§ **EXERCISE BRIEF**:
What you return should match every record exactly, with the images removed.
::::
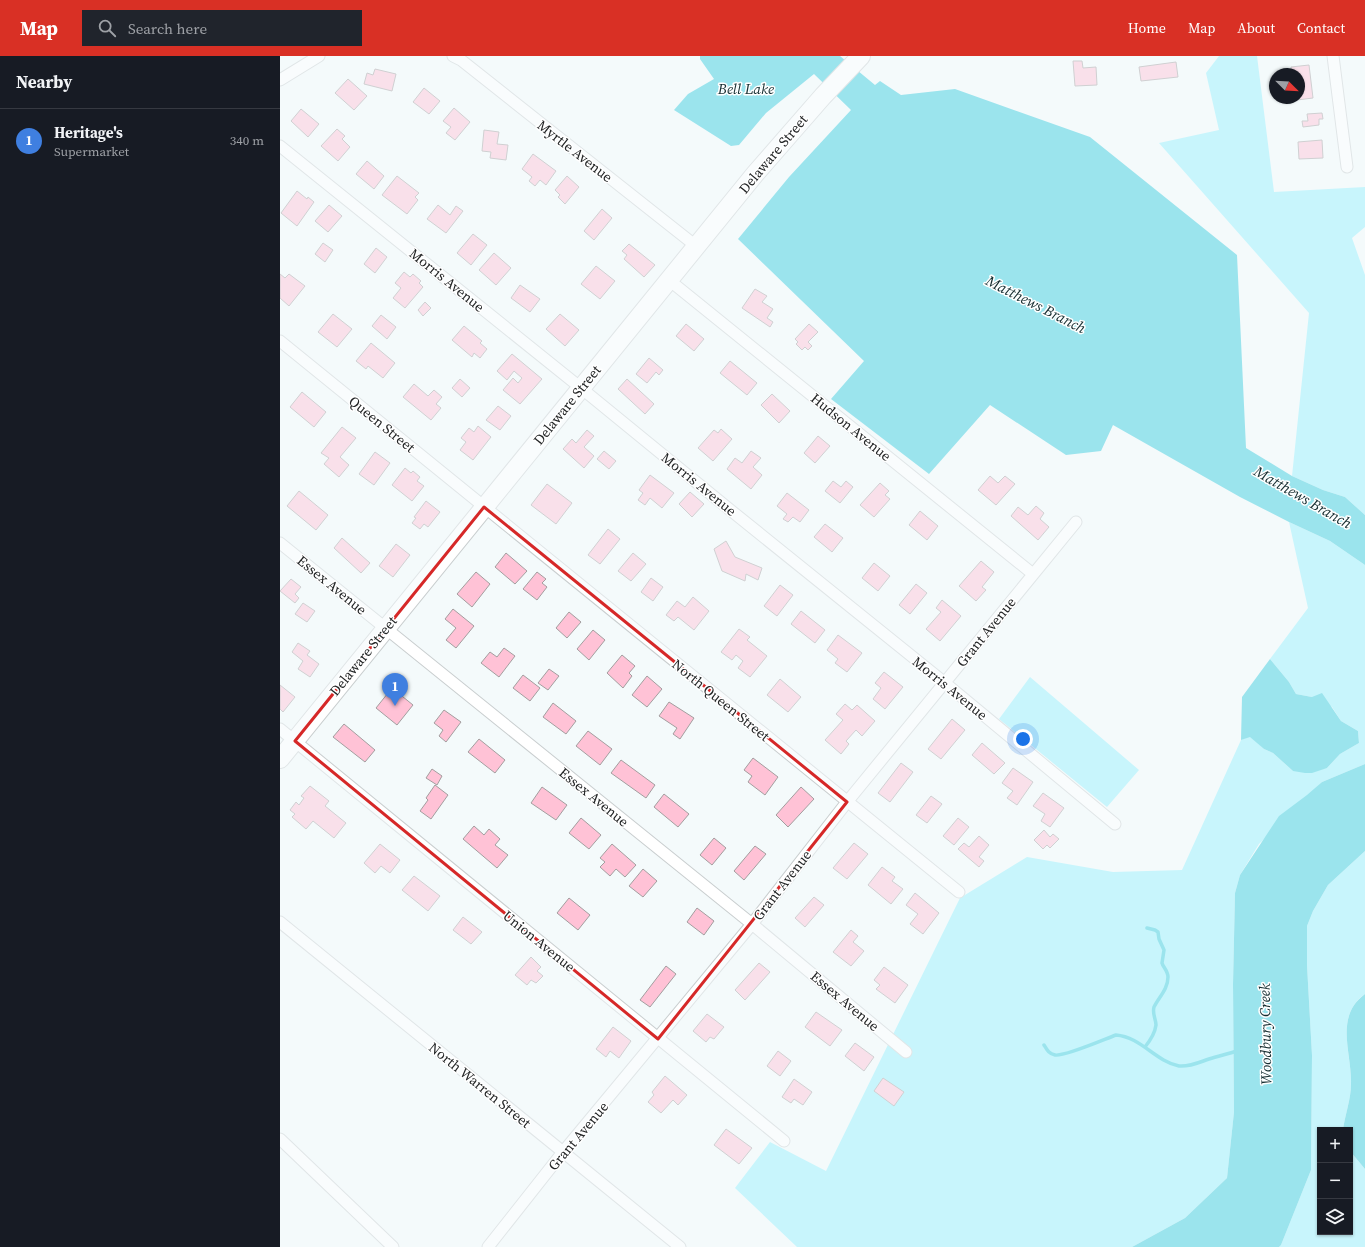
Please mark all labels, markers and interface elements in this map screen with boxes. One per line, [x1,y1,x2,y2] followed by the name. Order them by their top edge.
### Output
[82,10,362,46] search box
[20,15,58,41] text: Map
[96,17,118,39] icon: search
[128,18,207,39] text: Search here
[1128,18,1166,38] text: Home
[1188,18,1215,38] text: Map
[1237,18,1275,38] text: About
[1297,18,1345,38] text: Contact
[1269,68,1305,104] north arrow
[16,70,72,94] text: Nearby
[717,78,774,99] water label: Bell Lake
[734,110,812,198] street label: Delaware Street
[533,115,617,187] street label: Myrtle Avenue
[54,122,123,143] text: Heritage's
[25,132,33,149] text: 1
[230,132,264,149] text: 340 m
[54,143,129,160] text: Supermarket
[405,243,489,317] street label: Morris Avenue
[981,269,1090,338] water label: Matthews Branch
[528,360,606,449] street label: Delaware Street
[807,388,895,466] street label: Hudson Avenue
[345,391,420,457] street label: Queen Street
[657,447,741,521] street label: Morris Avenue
[1249,460,1356,534] water label: Matthews Branch
[293,551,371,619] street label: Essex Avenue
[952,593,1020,671] street label: Grant Avenue
[324,611,402,700] street label: Delaware Street
[908,651,992,725] street label: Morris Avenue
[668,654,774,746] street label: North Queen Street
[382,673,408,706] pin: 1
[1013,729,1033,749] your location
[555,763,633,831] street label: Essex Avenue
[748,846,816,924] street label: Grant Avenue
[499,906,579,976] street label: Union Avenue
[806,966,884,1036] street label: Essex Avenue
[1254,982,1276,1085] water label: Woodbury Creek
[425,1038,536,1133] street label: North Warren Street
[543,1097,613,1175] street label: Grant Avenue
[1317,1127,1353,1235] map controls
[1317,1127,1353,1163] button: +
[1317,1163,1353,1199] button: −
[1317,1199,1353,1235] button: layers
::::
§ **REPLY**:
Please mark all labels, markers and interface elements in this map screen with boxes. One per line, [x1,y1,x2,y2] followed by the name. Order them by their top edge.
### Output
[82,10,362,46] search box
[20,15,58,41] text: Map
[96,17,118,39] icon: search
[128,18,207,39] text: Search here
[1128,18,1166,38] text: Home
[1188,18,1215,38] text: Map
[1237,18,1275,38] text: About
[1297,18,1345,38] text: Contact
[1269,68,1305,104] north arrow
[16,70,72,94] text: Nearby
[717,78,774,99] water label: Bell Lake
[734,110,812,198] street label: Delaware Street
[533,115,617,187] street label: Myrtle Avenue
[54,122,123,143] text: Heritage's
[25,132,33,149] text: 1
[230,132,264,149] text: 340 m
[54,143,129,160] text: Supermarket
[405,243,489,317] street label: Morris Avenue
[981,269,1090,338] water label: Matthews Branch
[528,360,606,449] street label: Delaware Street
[807,388,895,466] street label: Hudson Avenue
[345,391,420,457] street label: Queen Street
[657,447,741,521] street label: Morris Avenue
[1249,460,1356,534] water label: Matthews Branch
[293,551,371,619] street label: Essex Avenue
[952,593,1020,671] street label: Grant Avenue
[324,611,402,700] street label: Delaware Street
[908,651,992,725] street label: Morris Avenue
[668,654,774,746] street label: North Queen Street
[382,673,408,706] pin: 1
[1013,729,1033,749] your location
[555,763,633,831] street label: Essex Avenue
[748,846,816,924] street label: Grant Avenue
[499,906,579,976] street label: Union Avenue
[806,966,884,1036] street label: Essex Avenue
[1254,982,1276,1085] water label: Woodbury Creek
[425,1038,536,1133] street label: North Warren Street
[543,1097,613,1175] street label: Grant Avenue
[1317,1127,1353,1235] map controls
[1317,1127,1353,1163] button: +
[1317,1163,1353,1199] button: −
[1317,1199,1353,1235] button: layers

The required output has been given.